12.1. De last die is opgelegd aan [appellant A] luidt:
“U dient binnen twaalf weken na de verzenddatum van dit besluit:
(1) de bewoning van het bedrijfspand op het perceel [locatie] in Leimuiden, kadastraal bekend als gemeente Leimuiden, sectie A, perceelnummer 3828, te (laten) beëindigen en beëindigd te houden; en
(2) het bedrijfspand op het perceel [locatie] in Leimuiden, kadastraal bekend als gemeente Leimuiden, sectie A, perceelnummer 3828, terug te brengen in de staat zoals deze bij bouwvergunning van 29 juni 1981 is vergund (zie bijlage VII). Om het strijdige gebruik te beëindigen dienen alle roerende zaken die samenhangen met het gebruik van het bedrijfspand als wooneenheid/wooneenheden te worden verwijderd uit het bouwwerk en dienen daaruit verwijderd te blijven. Daarnaast dienen ook de zonder vergunning aangebrachte woonvoorzieningen, zoals keuken, douche, bad, toilet, welke de gebouwen geschikt maken voor bewoning te worden verwijderd en verwijderd te blijven uit het bedrijfspand. Om precies te zijn dient uit wooneenheid 1 de keuken, het bad en toilet te worden verwijderd en uit wooneenheid 2 de keuken, douche en wc en uit wooneenheid 3 de douche. Deze voorzieningen dienen ook verwijderd te blijven. Het toilet in wooneenheid 3 is bij de bouwvergunning van 29 juni 1981 reeds vergund. Deze behoeft dan ook niet te worden verwijderd.”

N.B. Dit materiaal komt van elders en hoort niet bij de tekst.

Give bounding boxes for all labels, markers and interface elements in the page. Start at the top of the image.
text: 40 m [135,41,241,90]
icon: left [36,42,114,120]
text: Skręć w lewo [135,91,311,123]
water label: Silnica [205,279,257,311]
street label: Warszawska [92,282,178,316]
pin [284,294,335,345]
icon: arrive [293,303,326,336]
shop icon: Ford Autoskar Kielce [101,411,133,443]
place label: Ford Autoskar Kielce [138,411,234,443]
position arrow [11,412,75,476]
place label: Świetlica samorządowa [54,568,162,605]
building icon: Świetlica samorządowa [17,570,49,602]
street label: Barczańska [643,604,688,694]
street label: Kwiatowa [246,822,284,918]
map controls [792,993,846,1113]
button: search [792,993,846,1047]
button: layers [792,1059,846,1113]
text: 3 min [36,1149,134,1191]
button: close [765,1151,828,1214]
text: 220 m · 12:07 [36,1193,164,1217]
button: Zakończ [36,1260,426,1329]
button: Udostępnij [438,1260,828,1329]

12.2. De Afdeling ziet in wat [appellanten] hebben aangevoerd geen aanleiding voor het oordeel dat de last die is opgelegd aan [appellant A] onvoldoende duidelijk is. Daartoe overweegt de Afdeling als volgt.
De Afdeling volgt [appellanten] niet in hun stelling dat het besluit tot verwarring leidt omdat bij het onderwerp op p.1 van het besluit staat dat het gaat om “een drietal zelfstandige wooneenheden”, terwijl bij het onderwerp op de daarop volgende pagina’s staat “een tweetal zelfstandige woonruimten”. In de last, onder 1, staat immers in algemene zin dat de bewoning van het pand moet worden beëindigd. Gelet daarop is het niet relevant of het dan gaat om twee of om drie woonruimten.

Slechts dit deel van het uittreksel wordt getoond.